Virginia Tech professors are leading a project where they’re purifying the produced water from fracking before it either goes back into the ground or is used for irrigation. Right now, you can’t irrigate crops with this water because of contaminants in the water and the high salt levels. What’s neat about the Virginia Tech project is it’s a combination of bio-based and engineered systems to clean up the water. So it’s marrying those two together where you’ve got this hybrid system that’s using the best of biology, such as plants like pokeweed, and the best of engineering to get the water clean.
How could that project lead to the development of a cleaner method to extract the rare earth minerals from pokeweed?
That’s what started the collaboration with Virginia Tech. We reached out to talk about cleaner ways to get the minerals from the pokeweed. The current way to get them out is to just burn them, which defeats the point of trying to be carbon-negative or at the very least carbon-neutral. So if we’re just ashing them, that’s not optimal. We want to try and do it better. Plus the plants have a lot of valuable things like nitrogen phosphate. Some of them have potentially valuable compounds that we could co-extract. And Wencai Zhang at Virginia Tech is working on extraction methods to try to recover the rare earth elements in a carbon-friendly manner while also recovering other compounds, such as phosphate or nitrogen, for fertilizers.
In the meantime, what are the next steps for your work with pokeweed at NC State?

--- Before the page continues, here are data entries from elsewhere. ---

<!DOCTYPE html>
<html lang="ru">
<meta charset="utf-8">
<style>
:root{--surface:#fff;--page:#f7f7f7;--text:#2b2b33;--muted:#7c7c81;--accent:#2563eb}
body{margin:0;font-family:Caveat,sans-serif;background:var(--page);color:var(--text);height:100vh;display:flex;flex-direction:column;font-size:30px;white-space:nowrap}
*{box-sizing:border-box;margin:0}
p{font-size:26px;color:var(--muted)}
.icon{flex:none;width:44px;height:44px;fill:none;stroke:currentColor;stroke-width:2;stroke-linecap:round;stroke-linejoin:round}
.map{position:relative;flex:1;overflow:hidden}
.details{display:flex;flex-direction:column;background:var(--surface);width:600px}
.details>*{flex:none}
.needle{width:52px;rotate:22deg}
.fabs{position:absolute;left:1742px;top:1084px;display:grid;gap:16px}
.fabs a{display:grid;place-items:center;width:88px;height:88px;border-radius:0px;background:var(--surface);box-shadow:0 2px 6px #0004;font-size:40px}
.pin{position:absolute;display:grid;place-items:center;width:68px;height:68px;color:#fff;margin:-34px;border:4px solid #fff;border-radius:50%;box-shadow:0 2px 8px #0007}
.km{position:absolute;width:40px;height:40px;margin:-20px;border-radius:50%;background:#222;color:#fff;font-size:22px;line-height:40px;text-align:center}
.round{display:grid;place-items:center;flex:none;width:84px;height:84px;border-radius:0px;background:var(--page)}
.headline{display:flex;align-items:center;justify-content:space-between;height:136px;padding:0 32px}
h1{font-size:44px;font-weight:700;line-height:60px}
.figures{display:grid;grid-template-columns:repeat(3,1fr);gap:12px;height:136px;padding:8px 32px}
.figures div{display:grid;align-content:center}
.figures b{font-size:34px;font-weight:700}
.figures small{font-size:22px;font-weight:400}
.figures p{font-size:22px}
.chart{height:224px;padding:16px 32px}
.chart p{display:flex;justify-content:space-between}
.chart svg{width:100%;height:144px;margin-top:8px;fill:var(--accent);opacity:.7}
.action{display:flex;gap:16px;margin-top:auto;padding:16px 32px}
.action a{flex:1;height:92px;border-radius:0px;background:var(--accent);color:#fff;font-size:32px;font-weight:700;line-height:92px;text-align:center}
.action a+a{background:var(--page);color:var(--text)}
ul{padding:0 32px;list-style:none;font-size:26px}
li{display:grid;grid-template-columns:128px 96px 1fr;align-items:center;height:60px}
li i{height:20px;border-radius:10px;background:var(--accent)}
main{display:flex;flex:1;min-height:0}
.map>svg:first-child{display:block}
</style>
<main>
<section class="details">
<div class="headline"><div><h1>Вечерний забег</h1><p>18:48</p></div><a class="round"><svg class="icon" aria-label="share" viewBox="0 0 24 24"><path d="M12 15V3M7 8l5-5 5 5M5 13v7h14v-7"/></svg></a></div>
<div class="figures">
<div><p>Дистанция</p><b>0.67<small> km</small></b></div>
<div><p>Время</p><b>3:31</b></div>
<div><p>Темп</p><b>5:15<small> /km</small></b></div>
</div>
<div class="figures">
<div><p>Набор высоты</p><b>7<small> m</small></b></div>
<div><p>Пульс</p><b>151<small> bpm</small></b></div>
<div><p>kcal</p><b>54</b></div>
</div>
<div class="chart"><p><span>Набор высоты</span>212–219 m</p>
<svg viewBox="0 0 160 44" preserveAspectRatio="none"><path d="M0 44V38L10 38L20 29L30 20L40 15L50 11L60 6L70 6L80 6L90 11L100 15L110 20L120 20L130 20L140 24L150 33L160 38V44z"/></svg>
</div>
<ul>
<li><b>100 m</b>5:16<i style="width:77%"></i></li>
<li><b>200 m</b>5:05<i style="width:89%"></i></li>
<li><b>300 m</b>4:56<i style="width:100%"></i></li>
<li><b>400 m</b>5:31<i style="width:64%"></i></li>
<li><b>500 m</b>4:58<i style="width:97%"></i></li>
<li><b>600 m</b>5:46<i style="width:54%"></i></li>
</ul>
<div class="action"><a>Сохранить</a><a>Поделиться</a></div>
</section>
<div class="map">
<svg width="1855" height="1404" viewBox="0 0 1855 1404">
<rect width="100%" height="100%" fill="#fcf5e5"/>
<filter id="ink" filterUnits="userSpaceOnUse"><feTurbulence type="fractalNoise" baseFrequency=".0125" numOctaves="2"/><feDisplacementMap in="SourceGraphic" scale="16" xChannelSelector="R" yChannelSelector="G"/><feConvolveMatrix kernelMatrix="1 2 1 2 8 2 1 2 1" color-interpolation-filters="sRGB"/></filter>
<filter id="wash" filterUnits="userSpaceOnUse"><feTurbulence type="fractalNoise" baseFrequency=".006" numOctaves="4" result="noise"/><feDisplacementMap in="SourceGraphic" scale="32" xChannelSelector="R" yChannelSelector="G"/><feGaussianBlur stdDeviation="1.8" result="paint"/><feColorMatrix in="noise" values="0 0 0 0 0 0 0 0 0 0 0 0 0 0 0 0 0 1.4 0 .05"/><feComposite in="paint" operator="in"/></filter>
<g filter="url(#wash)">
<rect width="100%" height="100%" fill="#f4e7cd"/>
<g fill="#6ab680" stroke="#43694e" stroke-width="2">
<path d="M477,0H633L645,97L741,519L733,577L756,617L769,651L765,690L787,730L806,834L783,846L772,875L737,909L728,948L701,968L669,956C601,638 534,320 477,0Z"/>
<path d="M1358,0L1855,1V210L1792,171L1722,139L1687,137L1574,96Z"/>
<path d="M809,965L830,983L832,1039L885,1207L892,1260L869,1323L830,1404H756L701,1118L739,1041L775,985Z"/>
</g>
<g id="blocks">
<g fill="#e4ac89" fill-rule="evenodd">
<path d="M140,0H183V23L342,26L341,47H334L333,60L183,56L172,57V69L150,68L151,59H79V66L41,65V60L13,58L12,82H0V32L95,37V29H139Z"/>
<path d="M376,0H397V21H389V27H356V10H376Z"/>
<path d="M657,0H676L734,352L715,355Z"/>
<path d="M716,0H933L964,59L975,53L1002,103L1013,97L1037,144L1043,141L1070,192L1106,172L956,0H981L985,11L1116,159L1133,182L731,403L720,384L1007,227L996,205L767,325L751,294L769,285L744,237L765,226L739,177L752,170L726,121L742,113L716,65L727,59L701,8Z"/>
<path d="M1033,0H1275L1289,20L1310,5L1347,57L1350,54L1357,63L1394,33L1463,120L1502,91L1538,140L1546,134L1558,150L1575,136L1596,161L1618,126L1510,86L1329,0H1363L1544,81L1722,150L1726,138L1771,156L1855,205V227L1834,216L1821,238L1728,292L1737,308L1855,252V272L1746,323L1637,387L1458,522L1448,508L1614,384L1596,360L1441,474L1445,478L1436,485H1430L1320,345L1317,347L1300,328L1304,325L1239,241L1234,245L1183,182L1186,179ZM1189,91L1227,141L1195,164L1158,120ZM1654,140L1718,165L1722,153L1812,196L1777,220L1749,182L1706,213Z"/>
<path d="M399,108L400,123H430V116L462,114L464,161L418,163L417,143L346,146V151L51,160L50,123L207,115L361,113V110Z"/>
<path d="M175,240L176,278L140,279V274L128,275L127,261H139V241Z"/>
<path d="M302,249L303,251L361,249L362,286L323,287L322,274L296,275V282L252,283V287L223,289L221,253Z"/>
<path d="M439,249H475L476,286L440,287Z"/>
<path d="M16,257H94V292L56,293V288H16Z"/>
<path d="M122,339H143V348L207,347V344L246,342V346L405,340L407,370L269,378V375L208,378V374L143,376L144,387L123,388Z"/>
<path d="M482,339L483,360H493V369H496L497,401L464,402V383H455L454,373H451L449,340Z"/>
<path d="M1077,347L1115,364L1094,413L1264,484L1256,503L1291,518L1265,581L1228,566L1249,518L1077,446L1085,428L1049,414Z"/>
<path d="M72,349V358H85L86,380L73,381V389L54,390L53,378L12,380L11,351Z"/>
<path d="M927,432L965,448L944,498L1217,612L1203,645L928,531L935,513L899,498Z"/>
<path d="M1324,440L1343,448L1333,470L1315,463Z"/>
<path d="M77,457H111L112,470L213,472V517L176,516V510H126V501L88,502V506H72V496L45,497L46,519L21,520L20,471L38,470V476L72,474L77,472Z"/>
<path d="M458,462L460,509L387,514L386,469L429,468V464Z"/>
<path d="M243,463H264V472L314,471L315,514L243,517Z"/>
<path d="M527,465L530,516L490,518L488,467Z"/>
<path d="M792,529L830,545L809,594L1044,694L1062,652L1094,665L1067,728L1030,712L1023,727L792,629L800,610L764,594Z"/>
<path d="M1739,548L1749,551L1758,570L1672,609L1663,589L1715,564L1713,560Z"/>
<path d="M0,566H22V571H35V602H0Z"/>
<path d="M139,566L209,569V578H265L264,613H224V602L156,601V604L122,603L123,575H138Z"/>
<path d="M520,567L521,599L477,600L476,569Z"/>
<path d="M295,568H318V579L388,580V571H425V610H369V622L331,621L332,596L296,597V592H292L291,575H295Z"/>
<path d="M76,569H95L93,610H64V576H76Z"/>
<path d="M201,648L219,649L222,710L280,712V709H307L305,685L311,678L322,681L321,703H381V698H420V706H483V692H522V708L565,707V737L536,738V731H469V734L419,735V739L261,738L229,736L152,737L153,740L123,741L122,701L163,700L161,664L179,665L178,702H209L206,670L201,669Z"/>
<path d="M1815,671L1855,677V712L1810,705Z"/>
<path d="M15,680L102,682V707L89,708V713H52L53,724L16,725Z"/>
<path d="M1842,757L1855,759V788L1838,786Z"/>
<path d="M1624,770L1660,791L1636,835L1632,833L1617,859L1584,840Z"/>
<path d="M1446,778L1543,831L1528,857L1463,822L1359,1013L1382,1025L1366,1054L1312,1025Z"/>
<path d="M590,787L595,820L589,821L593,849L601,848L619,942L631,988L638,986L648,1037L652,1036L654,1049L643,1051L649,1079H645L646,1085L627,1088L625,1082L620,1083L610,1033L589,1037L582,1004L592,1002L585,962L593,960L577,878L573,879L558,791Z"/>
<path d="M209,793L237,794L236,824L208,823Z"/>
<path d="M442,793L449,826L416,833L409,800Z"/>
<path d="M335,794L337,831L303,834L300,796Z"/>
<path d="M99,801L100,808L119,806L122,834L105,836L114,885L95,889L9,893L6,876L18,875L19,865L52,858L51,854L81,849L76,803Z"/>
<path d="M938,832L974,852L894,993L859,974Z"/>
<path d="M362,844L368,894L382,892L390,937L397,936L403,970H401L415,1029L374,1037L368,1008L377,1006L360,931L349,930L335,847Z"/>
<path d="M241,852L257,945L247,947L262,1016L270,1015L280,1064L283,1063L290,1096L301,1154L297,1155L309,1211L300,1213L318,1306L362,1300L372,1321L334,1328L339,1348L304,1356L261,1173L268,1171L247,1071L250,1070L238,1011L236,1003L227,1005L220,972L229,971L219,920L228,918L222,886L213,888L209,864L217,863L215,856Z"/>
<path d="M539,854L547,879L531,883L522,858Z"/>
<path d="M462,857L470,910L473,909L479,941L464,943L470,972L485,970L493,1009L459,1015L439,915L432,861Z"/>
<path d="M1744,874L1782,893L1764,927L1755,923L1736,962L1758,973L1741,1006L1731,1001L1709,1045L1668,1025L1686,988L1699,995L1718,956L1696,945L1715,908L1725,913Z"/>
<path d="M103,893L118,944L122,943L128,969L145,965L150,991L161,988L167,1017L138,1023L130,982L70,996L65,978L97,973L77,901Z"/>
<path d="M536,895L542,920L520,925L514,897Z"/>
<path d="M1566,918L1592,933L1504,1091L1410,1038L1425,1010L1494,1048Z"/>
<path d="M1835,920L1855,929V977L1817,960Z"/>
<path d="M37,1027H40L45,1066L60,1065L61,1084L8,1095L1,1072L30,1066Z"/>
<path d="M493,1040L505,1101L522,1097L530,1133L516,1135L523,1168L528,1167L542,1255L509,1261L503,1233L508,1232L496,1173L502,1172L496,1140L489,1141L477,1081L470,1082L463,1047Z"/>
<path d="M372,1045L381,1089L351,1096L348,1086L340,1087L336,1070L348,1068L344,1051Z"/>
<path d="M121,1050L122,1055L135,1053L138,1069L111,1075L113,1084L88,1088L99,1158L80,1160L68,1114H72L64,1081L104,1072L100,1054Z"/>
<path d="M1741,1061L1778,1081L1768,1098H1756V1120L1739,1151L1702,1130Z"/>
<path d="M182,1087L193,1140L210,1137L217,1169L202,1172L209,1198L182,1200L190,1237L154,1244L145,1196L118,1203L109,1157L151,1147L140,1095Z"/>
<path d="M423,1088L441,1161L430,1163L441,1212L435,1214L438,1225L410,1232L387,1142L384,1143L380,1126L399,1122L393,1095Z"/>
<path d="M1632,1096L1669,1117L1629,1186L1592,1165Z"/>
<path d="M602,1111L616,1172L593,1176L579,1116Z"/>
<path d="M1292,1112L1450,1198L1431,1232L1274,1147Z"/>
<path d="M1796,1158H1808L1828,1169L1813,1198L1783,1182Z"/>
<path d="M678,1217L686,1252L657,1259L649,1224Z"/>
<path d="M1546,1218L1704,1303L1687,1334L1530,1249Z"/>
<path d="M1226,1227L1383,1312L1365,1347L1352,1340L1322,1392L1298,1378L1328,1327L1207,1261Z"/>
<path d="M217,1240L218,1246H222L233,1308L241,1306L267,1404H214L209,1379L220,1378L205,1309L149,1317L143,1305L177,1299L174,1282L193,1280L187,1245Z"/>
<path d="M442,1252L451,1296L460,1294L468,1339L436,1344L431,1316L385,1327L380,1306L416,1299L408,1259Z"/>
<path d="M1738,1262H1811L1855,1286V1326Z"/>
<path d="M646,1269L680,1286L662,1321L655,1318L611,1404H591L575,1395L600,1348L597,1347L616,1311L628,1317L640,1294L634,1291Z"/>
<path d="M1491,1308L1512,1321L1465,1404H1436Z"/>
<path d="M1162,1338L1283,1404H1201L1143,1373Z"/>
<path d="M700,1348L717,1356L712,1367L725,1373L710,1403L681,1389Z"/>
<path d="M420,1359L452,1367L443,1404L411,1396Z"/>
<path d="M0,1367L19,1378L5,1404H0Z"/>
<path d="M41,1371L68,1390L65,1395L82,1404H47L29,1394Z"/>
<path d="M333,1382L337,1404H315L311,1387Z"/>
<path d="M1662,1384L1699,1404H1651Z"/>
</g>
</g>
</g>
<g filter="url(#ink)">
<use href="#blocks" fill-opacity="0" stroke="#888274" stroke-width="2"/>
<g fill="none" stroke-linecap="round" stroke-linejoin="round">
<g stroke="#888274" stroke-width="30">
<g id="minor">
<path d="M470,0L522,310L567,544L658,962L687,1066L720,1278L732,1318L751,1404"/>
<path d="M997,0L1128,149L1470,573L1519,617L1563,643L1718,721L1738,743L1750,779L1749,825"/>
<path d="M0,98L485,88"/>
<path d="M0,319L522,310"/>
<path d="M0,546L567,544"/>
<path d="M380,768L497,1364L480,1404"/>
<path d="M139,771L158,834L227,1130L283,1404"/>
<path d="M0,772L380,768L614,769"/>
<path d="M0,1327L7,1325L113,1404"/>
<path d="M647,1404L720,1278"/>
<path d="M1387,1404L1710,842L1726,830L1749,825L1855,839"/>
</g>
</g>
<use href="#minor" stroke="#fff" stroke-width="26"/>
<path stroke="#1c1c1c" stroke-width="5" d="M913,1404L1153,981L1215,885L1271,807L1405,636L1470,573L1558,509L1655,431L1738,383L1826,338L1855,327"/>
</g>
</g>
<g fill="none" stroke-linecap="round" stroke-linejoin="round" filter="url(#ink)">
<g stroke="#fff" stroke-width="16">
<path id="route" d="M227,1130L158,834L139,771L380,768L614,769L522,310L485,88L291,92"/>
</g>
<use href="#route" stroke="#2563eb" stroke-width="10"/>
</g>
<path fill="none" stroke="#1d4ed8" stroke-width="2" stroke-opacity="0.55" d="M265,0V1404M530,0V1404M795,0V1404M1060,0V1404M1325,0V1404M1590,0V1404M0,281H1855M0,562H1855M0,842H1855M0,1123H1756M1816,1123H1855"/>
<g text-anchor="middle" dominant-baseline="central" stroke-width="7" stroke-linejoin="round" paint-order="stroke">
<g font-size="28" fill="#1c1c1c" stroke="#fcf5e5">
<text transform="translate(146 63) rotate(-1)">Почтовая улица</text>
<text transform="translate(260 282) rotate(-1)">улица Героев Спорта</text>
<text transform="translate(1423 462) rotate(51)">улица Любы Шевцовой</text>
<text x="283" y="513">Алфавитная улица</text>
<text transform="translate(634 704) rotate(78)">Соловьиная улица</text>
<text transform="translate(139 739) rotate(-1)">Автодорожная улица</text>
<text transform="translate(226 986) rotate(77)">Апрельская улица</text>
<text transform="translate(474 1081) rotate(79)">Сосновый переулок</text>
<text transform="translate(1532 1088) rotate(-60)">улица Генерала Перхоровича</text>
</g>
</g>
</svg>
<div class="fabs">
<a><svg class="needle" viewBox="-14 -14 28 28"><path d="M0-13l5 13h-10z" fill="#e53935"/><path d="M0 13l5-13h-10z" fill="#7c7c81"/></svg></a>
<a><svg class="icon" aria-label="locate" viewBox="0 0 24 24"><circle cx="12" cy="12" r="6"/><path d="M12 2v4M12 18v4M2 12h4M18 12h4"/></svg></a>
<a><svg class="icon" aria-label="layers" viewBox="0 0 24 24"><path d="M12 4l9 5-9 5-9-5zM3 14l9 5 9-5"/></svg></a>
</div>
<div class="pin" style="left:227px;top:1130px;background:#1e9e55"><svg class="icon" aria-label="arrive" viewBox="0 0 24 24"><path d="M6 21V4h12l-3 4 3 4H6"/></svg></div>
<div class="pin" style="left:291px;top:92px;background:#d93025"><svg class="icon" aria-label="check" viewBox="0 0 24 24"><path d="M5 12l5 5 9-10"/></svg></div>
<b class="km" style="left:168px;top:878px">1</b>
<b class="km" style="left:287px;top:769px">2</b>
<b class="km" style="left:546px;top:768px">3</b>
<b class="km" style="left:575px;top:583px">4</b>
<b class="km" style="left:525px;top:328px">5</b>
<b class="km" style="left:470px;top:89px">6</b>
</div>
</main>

So right now, one of the big things we have done here in collaboration with Mike Kudenov in the College of Engineering is to develop the ability to detect the rare earth elements so we can see them in the plants. And so going back to that point that we need better basic biology of what’s going on, one of the questions is where are the elements going in the plants and does the environment affect where they’re going? Does the time of day matter? Are these having an effect on where they’re going in the plant at a tissue level, like leaf versus stem? Also, at the subcellular level, are they going in the nucleus or the vacuole? Dr. Kudenov is developing instruments and techniques that are really helping us answer these basic but essential questions. And that goes back to helping us understand what’s going on with the basic biology.
Another main focus in my lab right now is trying to zero in on these plants that have really high rare element uptake and looking at if we could try to optimize the uptake of pokeweed itself.